Content Rating: 17+ (murder as series' plot focus, violence, animated blood)
Related Series: N/A
Also Recommended: Case Closed
Notes: Based on the award-winning PlayStation Portable game of the same name by Spike Chunsoft. A port to the PlayStation Vita was released alongside its sequel Super Danganronpa 2 in 2013 in Japan, known as Danganronpa 1+2 Reload. The PlayStation Vita version was later released separately internationally as Danganronpa: Trigger Happy Havoc, courtesy of NIS America.
Rating:

Danganronpa: The Animation

Synopsis

Makoto Nagai is a new student at Hope's Peak Academy. As he starts his first day, he finds himself instantly blacking out, and is suddenly in a room with fourteen other students he's never seen before. They soon met Monokuma, a black and white bear who tells them they're trapped in the school and the only way out is to do the unthinkable; they must kill each other! Will Makoto and the others survive their high school lives?


Review

I quite like the original Danganronpa game, and was looking forward to the anime. It has fun characters, a colorful art style, and good writing. It helps that I recently enjoyed Seiji Kishi's last video game anime adaption, Persona 4 The Animation, as well. That is, until I noticed it only was 13 episodes. 13 episodes to cover a game that has 15 hours of gameplay. Uh-oh.

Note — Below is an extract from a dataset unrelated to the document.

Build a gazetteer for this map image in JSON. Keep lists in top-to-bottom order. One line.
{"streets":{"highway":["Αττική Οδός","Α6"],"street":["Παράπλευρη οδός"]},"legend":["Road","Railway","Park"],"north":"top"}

To paraphrase Carlos' review of the Time Stranger Kyoko anime; if you have never played or heard of Danganronpa, then you will have no idea what is going on or who these characters are. If you have played the game, then you'll wonder why in the world they chose to make this anime the way they did.

Much like the game, Danganronpa: The Animation is a murder mystery series, where the lead Makoto Naegi and his classmates solve mysteries involving their classmates' deaths. Typically the first half of each of the game's six chapters has lighthearted antics in the school and free time to talk to your classmates, and the second half deals with the death and subsequent scenes the game calls "class trials", where all the other students brainstorm with one another to figure out how one of their classmates was killed. In the main game, each of these six chapters takes roughly anywhere from three to six hours each to complete. In the anime, each arc is typically about two episodes long. The first episode is comedy antics, some drama, some plot, and then one of the students dies, and the episode thereafter is the trial for said student that killed another. This is the series' routine aside from the first episode and the final four episodes.

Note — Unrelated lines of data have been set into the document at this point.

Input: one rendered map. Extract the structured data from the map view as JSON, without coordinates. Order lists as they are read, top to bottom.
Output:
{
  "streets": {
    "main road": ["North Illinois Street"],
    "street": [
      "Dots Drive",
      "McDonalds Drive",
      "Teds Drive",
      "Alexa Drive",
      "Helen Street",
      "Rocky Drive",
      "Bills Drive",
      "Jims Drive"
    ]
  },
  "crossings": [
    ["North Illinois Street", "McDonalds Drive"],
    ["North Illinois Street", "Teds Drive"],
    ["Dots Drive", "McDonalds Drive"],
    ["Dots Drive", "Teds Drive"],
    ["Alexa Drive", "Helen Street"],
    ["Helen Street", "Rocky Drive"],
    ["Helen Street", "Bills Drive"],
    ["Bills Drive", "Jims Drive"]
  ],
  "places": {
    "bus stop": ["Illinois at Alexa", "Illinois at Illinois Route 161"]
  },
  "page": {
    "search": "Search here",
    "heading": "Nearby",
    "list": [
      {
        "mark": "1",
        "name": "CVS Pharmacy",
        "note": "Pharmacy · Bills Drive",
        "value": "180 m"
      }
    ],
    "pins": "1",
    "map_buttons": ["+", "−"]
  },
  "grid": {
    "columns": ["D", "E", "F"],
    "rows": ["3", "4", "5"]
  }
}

Remember how I said in my review of Persona 4 The Animation that the series was too short, considering the material it had? Danganronpa: The Animation's rushed pace makes that series look as long as One Piece. Whole plot points are covered in minutes, and the investigation of clues during the mysteries - an event that can take an hour or more in the game - is reduced to mere minutes as clues are just shoved into the viewer's face, with little narrative or explanation behind them. Certain vital clues aren't even brought up at all until the trials themselves! And while the mysteries can be quite elaborate and thought out as well, they're not given enough time to develop.

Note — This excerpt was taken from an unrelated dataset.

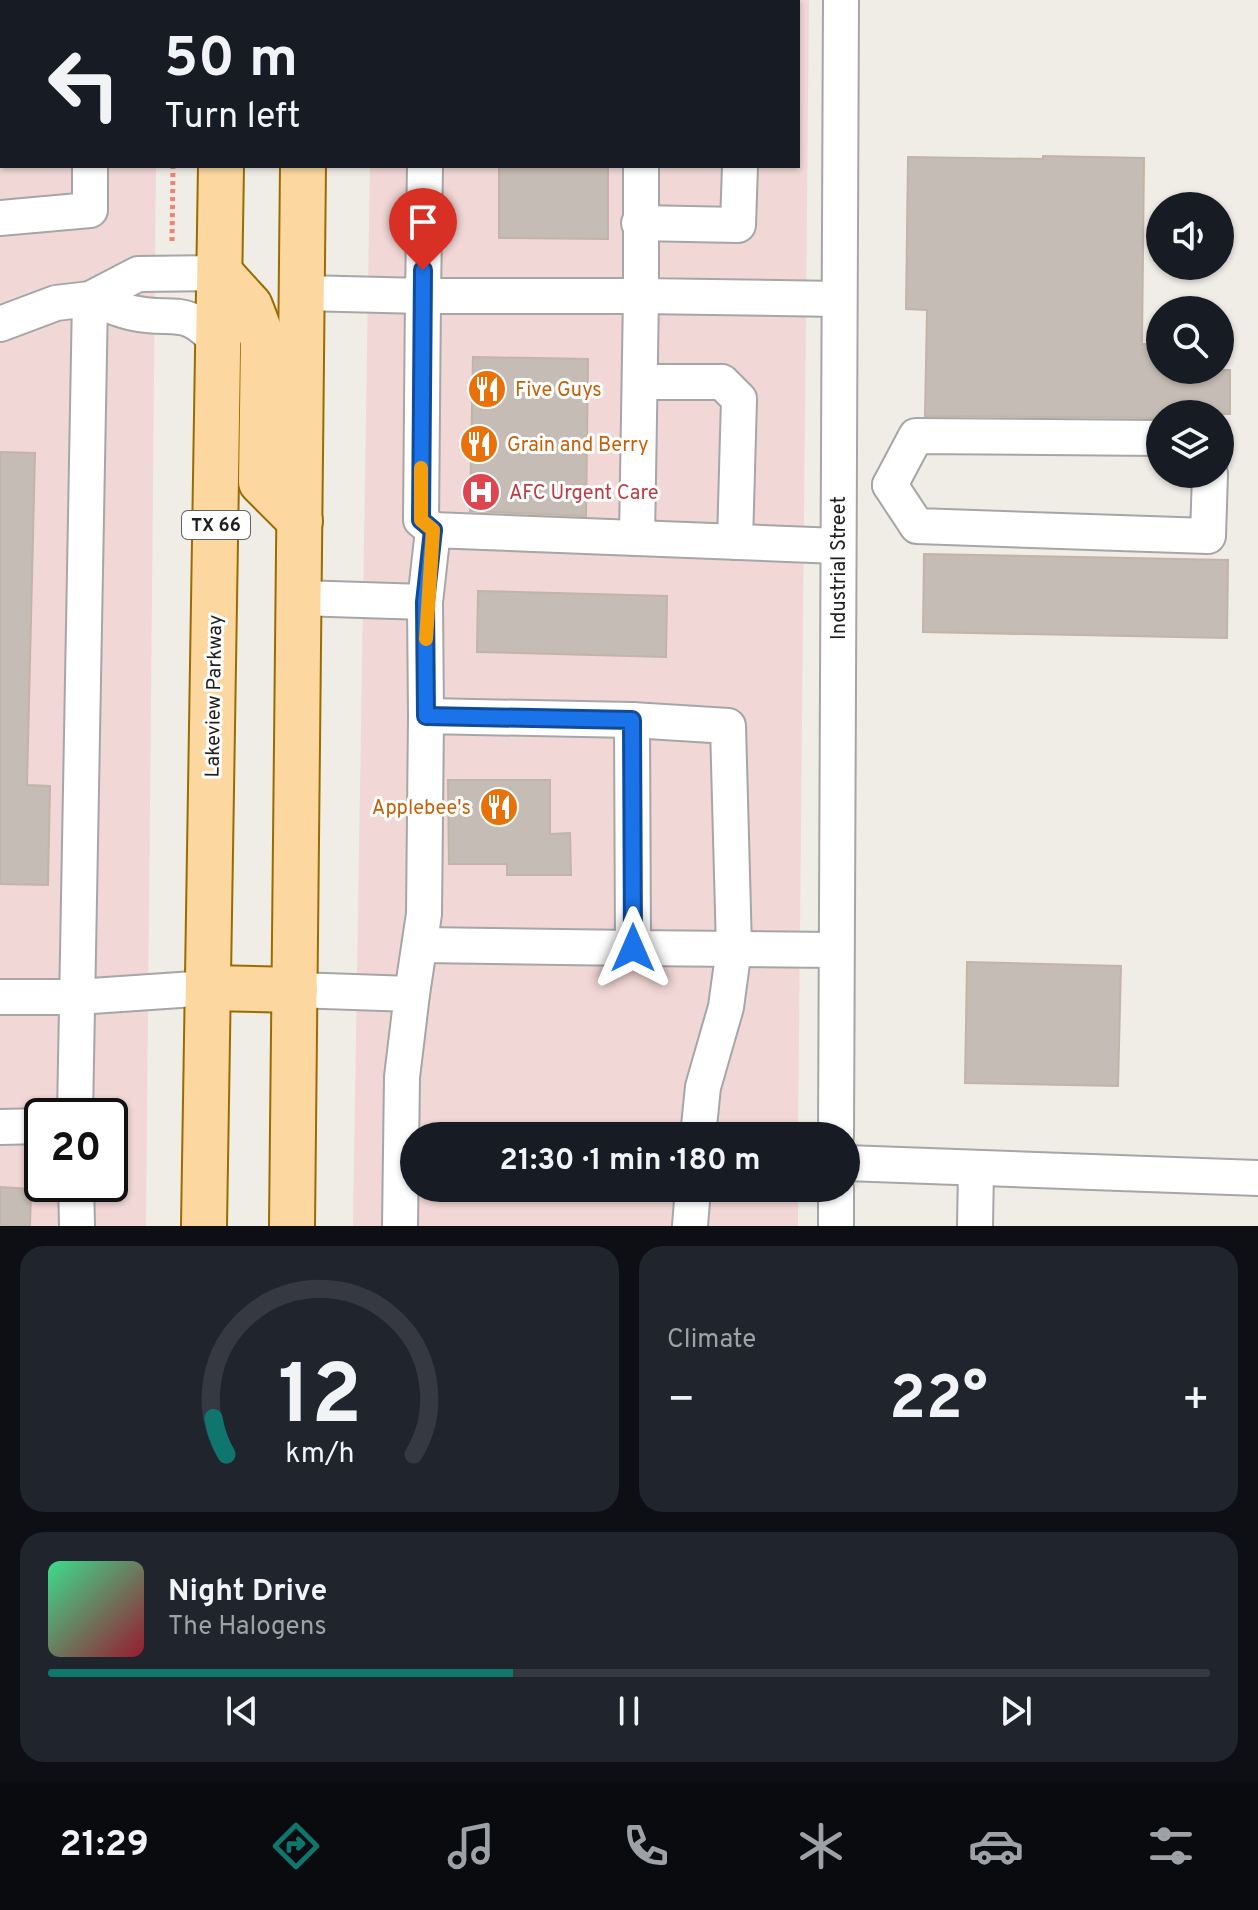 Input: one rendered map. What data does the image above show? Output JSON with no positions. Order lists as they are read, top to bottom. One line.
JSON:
{"streets":{"main road":["TX 66","Lakeview Parkway"],"street":["Industrial Street"]},"places":{"restaurant":["Five Guys","Grain and Berry","Applebee's"],"hospital":["AFC Urgent Care"]},"page":{"turn":["50 m","Turn left"],"limit":"20","trip":"21:30 · 1 min · 180 m","tile":"Climate","heat":["−","22°","+"],"song":["Night Drive","The Halogens"],"tabs":"21:29","gauge":["12","km/h"]}}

The bloated cast, introduced at you in the series' first episode, doesn't help. Whereas in the original game you're given plenty of time to connect with the characters, in the anime they just rush through their introductions in a single episode and expect you to just know them immediately afterwards, and unless you've played the game you will not. Even the characters who stay around the majority of the series, such as fortune-telling bum Yaushiro Hagakure, barely get time to develop so we can concentrate more on characters like the stoic female lead Kyouko Kirigiri, voiced by a fascinatingly bored sounding Yoko Hikasa (Rias, High School DxD). Some characters barely say or do anything until their specific arc, or when they are in their trial!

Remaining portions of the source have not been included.